Only three percent of the ocean is part of a marine protected area (MPA) and less than one percent is fully protected in a marine reserve. MPAs cover about 32 percent of U.S. marine waters and three percent of American waters are fully protected.

New technology to monitor fishing fleets

The conference is not only focused on environmental issues. Illegal, unreported and unregulated fishing is another major concern.

Actor Leonardo DiCaprio unveiled at the conference a new, free technology he partly funded that will allow users to monitor global fishing practices.

“I encourage everyone to check it out,” DiCaprio said.

Combing satellite technology combined with radar on vessels, the onlineGlobalFishingWatch.org will allow anyone with an Internet connection to trace the paths of thousands of commercial boats in an attempt to curb illegal fishing.

On the eve of the gathering the State Department’s Trafficking in Persons (TIP) office and the non-profit Freedom Fund announced a partnership to combat human trafficking, initially in the seafood sector in Southeast Asia.

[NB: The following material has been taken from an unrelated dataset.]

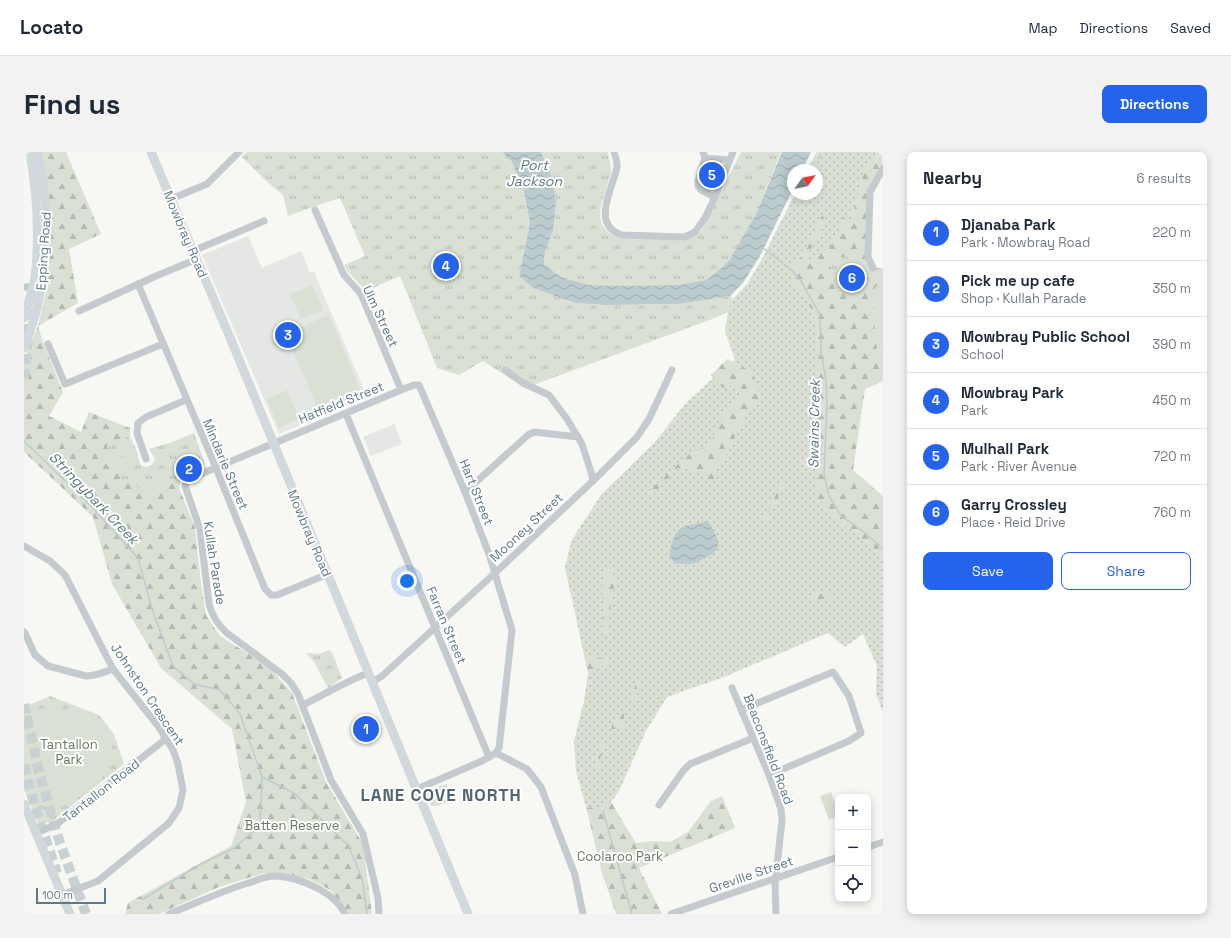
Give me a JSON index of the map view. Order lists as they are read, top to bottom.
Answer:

Kerry, in earlier remarks Wednesday evening (to the Oceana Global Fishing Watch reception), highlighted the use of human slaves to fish illegally.

“So human trafficking is part of this,” Kerry said. “Narcotics smuggling is part of this. Criminal enterprises moving and trafficking in guns. Because it’s all criminal activity. It’s all big money. It’s all under the table.”

Kerry returned to the topic in his opening remarks Thursday, telling delegates “we need to make sure no patch of ocean is beyond the law.”